After every Islamist terror attack, we hear the same thing from significant sections of the Western left, including those who style themselves as anti-fascist. Their first concern is always, but always, that an Islamist terror attack might give rise to an ‘Islamophobic’ backlash. We have to be careful about how we talk about Islamist terrorism, they say, or we might help to make Muslim communities into targets for racist violence. This is such a morally warped response to the extremist violence of radical Islamists. Imagine if, following an act of far-right violence carried out by a white man, someone said ‘Let’s not get too angry about this because we might alienate white people and put them at risk’. Imagine if, in the wake of the terrorist attacks by Anders Breivik in Norway or Brenton Tarrant in New Zealand, people’s first response was to wonder if white people would be okay, if white men were feeling safe. That is how crazy leftists sound when their Pavlovian response to the mass murder of children in Manchester or the slaughter of Bastille Day celebrants in Nice or the mowing down of Christmas shoppers in Berlin is to say: ‘I hope Muslims will be okay.’

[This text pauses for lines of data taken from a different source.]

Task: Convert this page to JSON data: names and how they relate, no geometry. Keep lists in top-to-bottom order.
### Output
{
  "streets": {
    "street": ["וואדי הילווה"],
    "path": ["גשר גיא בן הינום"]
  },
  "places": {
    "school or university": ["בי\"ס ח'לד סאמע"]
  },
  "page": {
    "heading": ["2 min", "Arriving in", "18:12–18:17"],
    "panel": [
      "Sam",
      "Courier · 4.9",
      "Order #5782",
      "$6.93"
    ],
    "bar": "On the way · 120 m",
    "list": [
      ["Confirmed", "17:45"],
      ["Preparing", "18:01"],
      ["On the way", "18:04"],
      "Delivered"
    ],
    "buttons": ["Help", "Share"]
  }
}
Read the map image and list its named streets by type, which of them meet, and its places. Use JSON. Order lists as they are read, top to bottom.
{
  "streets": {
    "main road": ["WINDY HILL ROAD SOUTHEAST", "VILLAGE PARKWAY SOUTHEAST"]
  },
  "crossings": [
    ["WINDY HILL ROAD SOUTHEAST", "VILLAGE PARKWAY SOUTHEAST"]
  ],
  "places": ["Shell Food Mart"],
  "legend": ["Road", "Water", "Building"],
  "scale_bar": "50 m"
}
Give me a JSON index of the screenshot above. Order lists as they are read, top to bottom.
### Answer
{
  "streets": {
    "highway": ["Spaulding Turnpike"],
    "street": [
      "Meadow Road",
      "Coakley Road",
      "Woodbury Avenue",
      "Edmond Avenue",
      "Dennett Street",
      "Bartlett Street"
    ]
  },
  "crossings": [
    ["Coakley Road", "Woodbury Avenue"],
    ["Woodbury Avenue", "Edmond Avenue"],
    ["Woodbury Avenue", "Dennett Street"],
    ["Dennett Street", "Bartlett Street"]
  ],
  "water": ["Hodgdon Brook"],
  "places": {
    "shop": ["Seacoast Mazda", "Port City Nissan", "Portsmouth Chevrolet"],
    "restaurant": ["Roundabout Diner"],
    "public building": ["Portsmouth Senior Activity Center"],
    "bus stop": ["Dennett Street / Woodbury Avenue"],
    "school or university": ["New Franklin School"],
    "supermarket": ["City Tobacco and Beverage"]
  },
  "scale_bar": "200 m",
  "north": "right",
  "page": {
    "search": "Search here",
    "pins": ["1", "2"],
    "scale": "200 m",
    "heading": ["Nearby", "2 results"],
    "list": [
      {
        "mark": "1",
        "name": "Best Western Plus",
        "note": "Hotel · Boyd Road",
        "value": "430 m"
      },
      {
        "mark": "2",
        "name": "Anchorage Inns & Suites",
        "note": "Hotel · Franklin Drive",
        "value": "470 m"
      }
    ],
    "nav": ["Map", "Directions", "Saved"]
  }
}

Their instinct is always to hush and chill discussion of radical Islam. They have developed numerous strategies for doing this. The first, as described above, is to imply that there could be violence against Muslims if we get too angry or heated about an Islamist attack – a form of moral blackmail designed to stymie frank discussion of Islamist violence. Another is to promiscuously deploy the insult of ‘Islamophobe’ against anybody who raises awkward questions about the frequency and bloodiness of Islamist attacks in Europe, or who even uses that i-word at all (Islamist) to describe these acts of violence.

Indeed, in mainstream institutions there have been efforts to expunge words like ‘Islamist’ from the discussion about Islamist terrorism. Police forces in the UK have seriously considered replacing terms like ‘Islamist terrorism’ and ‘jihadis’ with ‘faith-claimed terrorism’ and ‘terrorists abusing religious motivations’. This warped impulse to deny that these acts are motivated by Islamism is designed to disorientate the public response to terrorism and ensure there is no deep or focused discussion about its causes and ideologies. The left continually parrot this institutionalised cowardice by obsessively policing the language that people use and the emotions we express in the wake of Islamist attacks. ‘Don’t say “Islamic violence” because this has nothing to do with Islam’, they say. And of course, ‘Don’t look back in anger’. Cry, change your social-media picture for a week or two, and then move on. Nothing to see here.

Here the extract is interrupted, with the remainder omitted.